Introduction
In his acceptance speech for the Test-of-Time award in NeurIPS 2017,1 Ali Rahimi2 started a controversy by frankly declaring (Rahimi 2018, 12’10”). His concerns on the lack of theoretical understanding of machine learning for critical decision-making are rightful:
1 Conference on Neural Information Processing.
2 Research Scientist, Google.
‘We are building systems that govern healthcare and mediate our civic dialogue. We would influence elections. I would like to live in a society whose systems are built on top of verifiable, rigorous, thorough knowledge and not on alchemy.’
The next day, Yann LeCun3 responded:
3 Deep Learning pioneer and 2018 Turing award winner. https://bit.ly/3CQNwTU
‘Criticising an entire community (…) for practising “alchemy”, simply because our current theoretical tools have not caught up with our practice is dangerous.’
Both researchers, at least, agree upon one thing: the practice of machine learning has outpaced its theoretical development. That is certainly a research opportunity.

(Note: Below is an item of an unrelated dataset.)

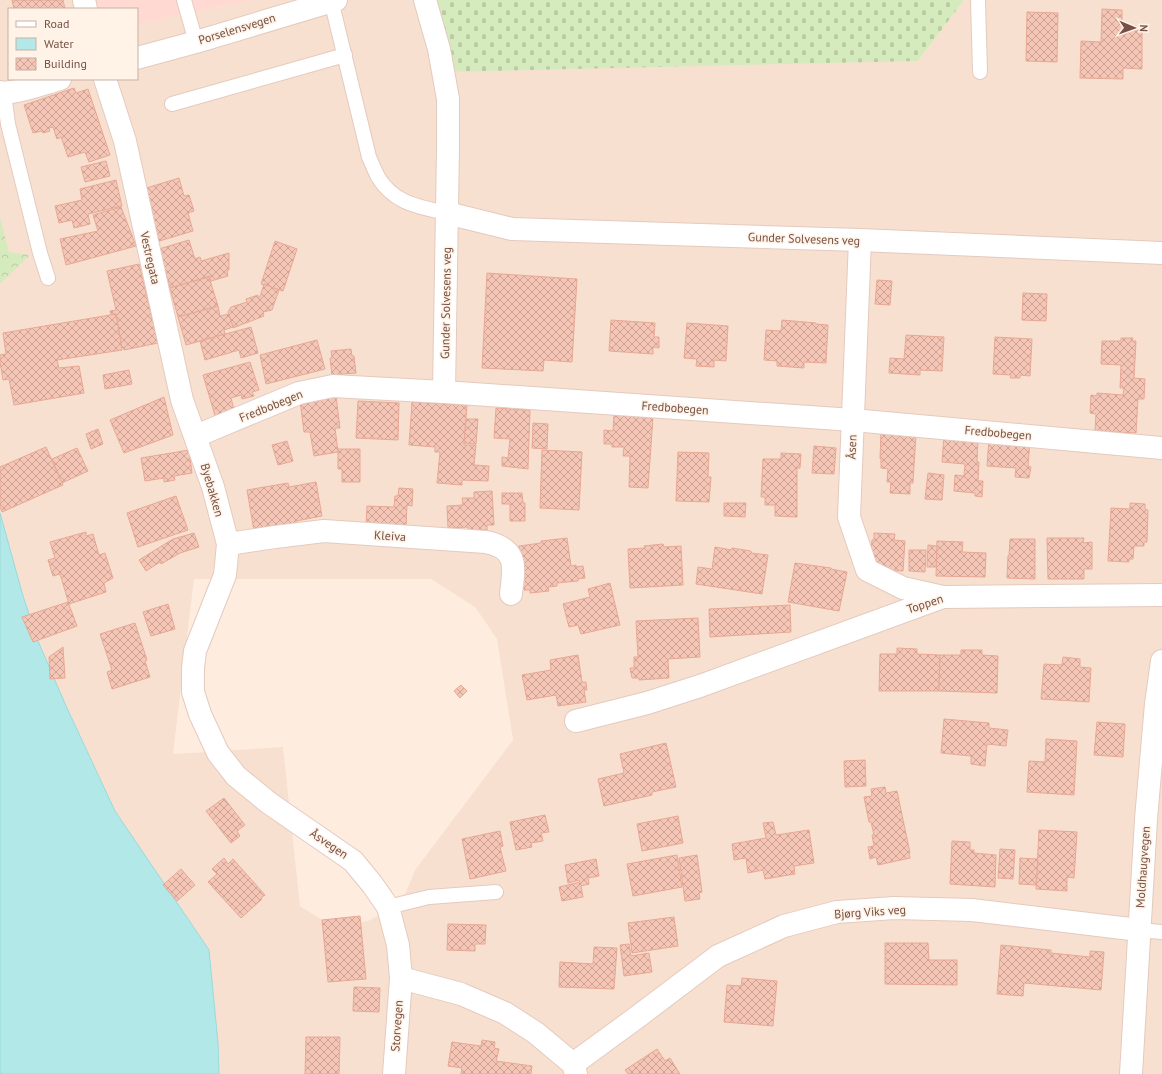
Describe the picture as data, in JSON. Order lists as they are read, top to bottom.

A Tale of Babylonians and Greeks
Richard Feynman (Figure 1.1) used to lecture this story (Feynman 1994): Babylonians were pioneers in mathematics; Yet, the Greeks took the credit. We are used to the Greek way of doing Math: start from the most basic axioms and build up a knowledge system. Babylonians were quite the opposite; they were pragmatic. No knowledge was considered more fundamental than others, and there was no urge to derive proofs in a particular order. Babylonians were concerned with the phenomena, Greeks with the ordinance. In Feynman’s view, science is constructed in the Babylonian way. There is no fundamental truth. Theories try to connect dots from different pieces of knowledge. Only as science advances, one can worry about reformulation, simplification and ordering. Scientists are Babylonians; mathematicians are Greeks.
Mathematics and science are both tools for knowledge acquisition. They are also social constructs that rely on peer-reviewing. They are somewhat different, however.

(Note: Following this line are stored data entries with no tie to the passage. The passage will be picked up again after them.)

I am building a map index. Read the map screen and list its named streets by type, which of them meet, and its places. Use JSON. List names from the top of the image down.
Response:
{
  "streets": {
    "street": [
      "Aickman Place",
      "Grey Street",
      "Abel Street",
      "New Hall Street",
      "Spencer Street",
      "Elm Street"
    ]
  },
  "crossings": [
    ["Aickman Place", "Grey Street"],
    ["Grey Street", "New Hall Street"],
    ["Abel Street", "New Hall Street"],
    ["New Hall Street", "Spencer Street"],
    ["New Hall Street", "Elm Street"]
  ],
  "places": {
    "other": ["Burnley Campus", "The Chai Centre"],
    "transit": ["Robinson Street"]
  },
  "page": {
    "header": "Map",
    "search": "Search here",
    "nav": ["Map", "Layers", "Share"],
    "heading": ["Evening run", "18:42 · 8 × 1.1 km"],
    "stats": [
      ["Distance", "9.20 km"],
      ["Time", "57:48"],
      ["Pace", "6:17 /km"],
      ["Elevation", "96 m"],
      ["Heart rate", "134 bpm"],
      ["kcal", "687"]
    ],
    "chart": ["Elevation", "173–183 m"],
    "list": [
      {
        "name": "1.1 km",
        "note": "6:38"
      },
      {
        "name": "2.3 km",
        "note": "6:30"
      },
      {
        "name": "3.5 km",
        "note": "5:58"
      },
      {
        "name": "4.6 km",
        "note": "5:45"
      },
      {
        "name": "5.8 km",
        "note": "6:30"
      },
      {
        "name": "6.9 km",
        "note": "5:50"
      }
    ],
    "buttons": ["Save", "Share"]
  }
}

Science is empiric, based on facts collected from experience. When physicists around the world measured events that corroborated Newton’s “Law of Universal Gravitation”, they did not prove it correct; they just made his theory more and more plausible. Still, only one experiment was needed to show that Einstein’s Relativity Theory was even more believable. In contrast, we can and do prove things in mathematics.
In mathematics, knowledge is absolute truth, and the way one builds new knowledge with it, its inference method, is deduction. Mathematics is a language, a formal one, a tool to precisely communicate some kinds of thoughts. As it happens with natural languages, there is beauty in it. The mathematician expands the boundaries of expression in this language.

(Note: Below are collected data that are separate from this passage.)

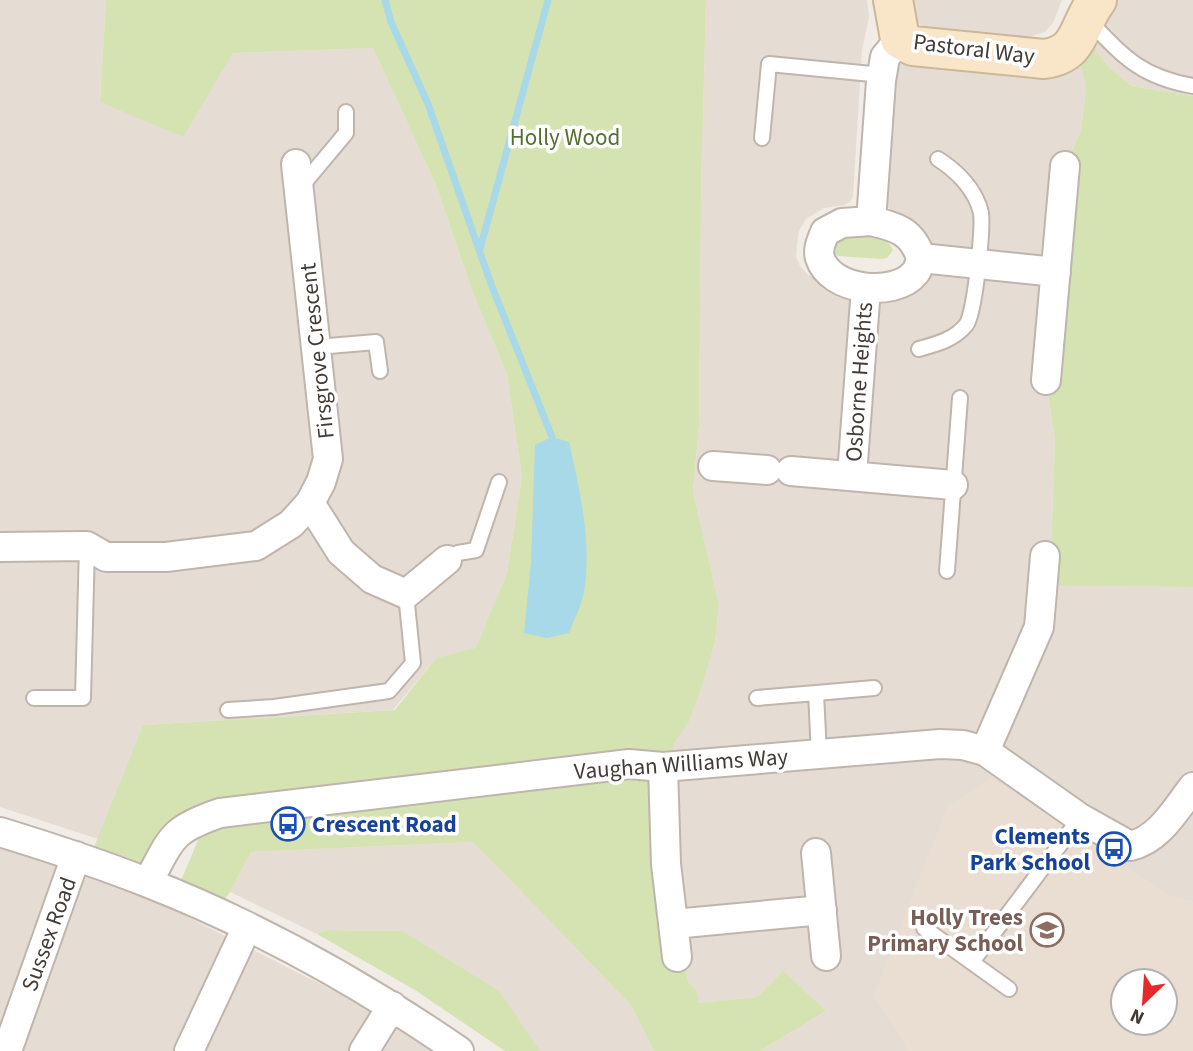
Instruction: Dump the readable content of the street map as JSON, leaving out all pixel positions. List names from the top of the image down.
{
  "streets": {
    "street": [
      "Pastoral Way",
      "Firsgrove Crescent",
      "Osborne Heights",
      "Vaughan Williams Way",
      "Sussex Road"
    ]
  },
  "parks": ["Holly Wood"],
  "places": {
    "bus stop": ["Crescent Road", "Clements Park School"],
    "school or university": ["Holly Trees Primary School"]
  },
  "north": "bottom left"
}
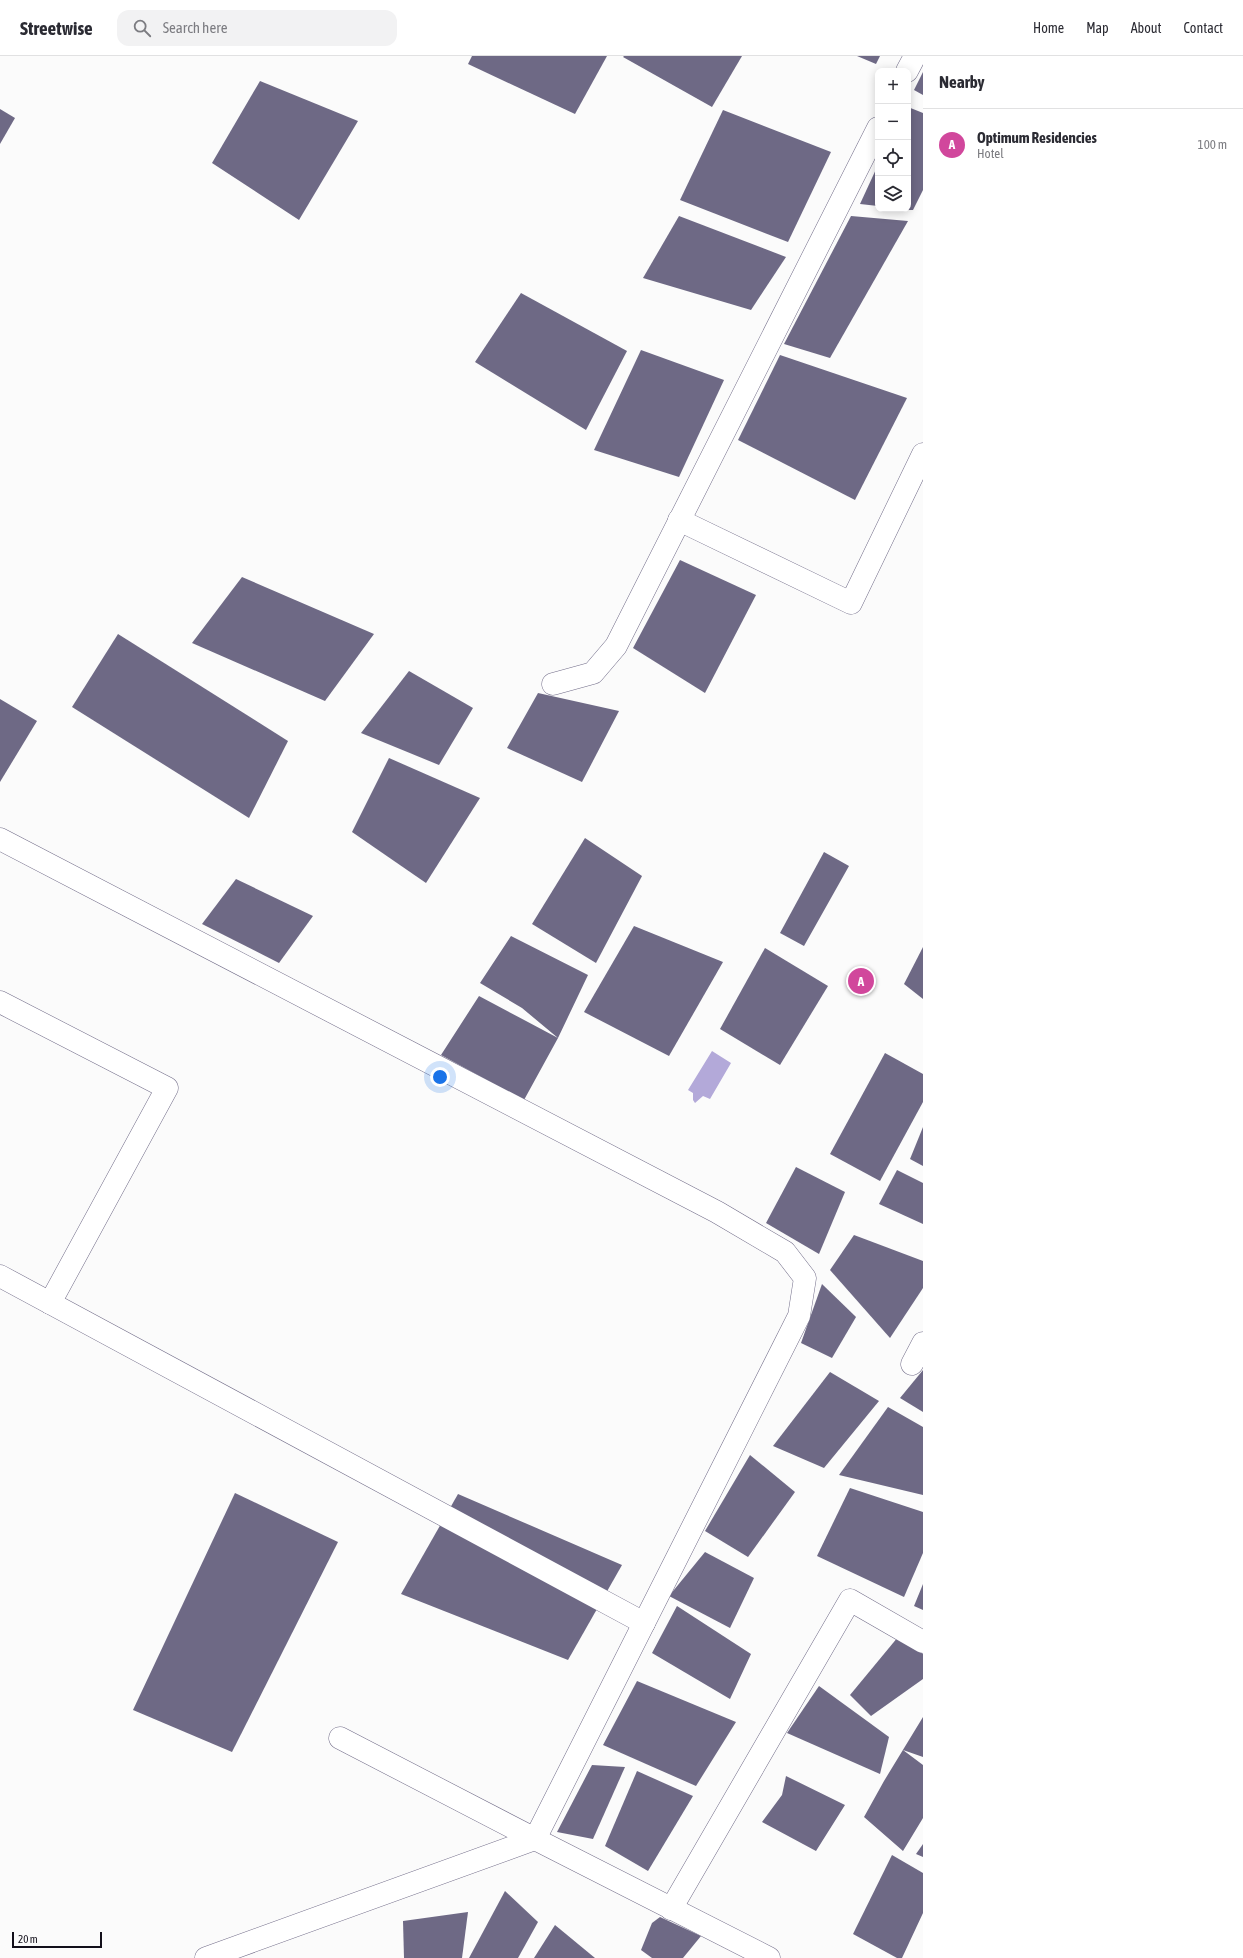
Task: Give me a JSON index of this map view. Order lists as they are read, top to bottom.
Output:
{
  "scale_bar": "20 m",
  "page": {
    "header": "Streetwise",
    "search": "Search here",
    "nav": [
      "Home",
      "Map",
      "About",
      "Contact"
    ],
    "heading": "Nearby",
    "map_buttons": ["+", "−"],
    "list": [
      {
        "mark": "A",
        "name": "Optimum Residencies",
        "note": "Hotel",
        "value": "100 m"
      }
    ],
    "pins": "A",
    "scale": "20 m"
  }
}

In science, there are no axioms: a falsifiable hypothesis/theory is proposed, and logical conclusions (predictions) from the theory are empirically tested. Despite inferring hypotheses by induction, there is no influence of psychology in the process. A tested hypothesis is not absolute truth. A hypothesis is never verified, only falsified by experiments (Popper 2004, 31–50). Scientific knowledge is belief justified by experience; there are degrees of plausibility.
Understanding the epistemic contrast between mathematics and science will help us understand the past of AI and avoid some perils in its future.
The importance of theoretical narratives
Science is a narrative of how we understand Nature (Gleiser and Sowinski 2018). In science, we collect facts, but they need interpretation. The logical conclusion from the hypothesis that predicts some behaviour in nature gives a plausible meaning to what we observed.
To illustrate, take the ancient human desire of flying. There have always been stories of men strapping wings to themselves and attempting to fly by jumping from a tower and flapping those wings like birds (see Farrington 2016). While concepts like lift, stability, and control were poorly understood, most human flight attempts ended in severe injury or even death. It did not matter how much evidence, how many hours of seeing different animals flying, those ludicrous brave men experienced; the meaning they took from what they saw was wrong, and their predictions incorrect.
They did not die in vain4; Science advances when scientists are wrong. Theories must be falsifiable, and scientists cheer for their failure. When it fails, there is room for new approaches. Only when we understood the observations in animal flight from the aerodynamics perspective, we learned to fly better than any other animal before. Science works by a “natural selection” of ideas, where only the fittest ones survive until a better one is born. Chaitin also points out that an idea has “fertility” to the extent to which it “illuminates us, inspires us with other ideas, and suggests unsuspected connections and new viewpoints” (Chaitin 2006, 9).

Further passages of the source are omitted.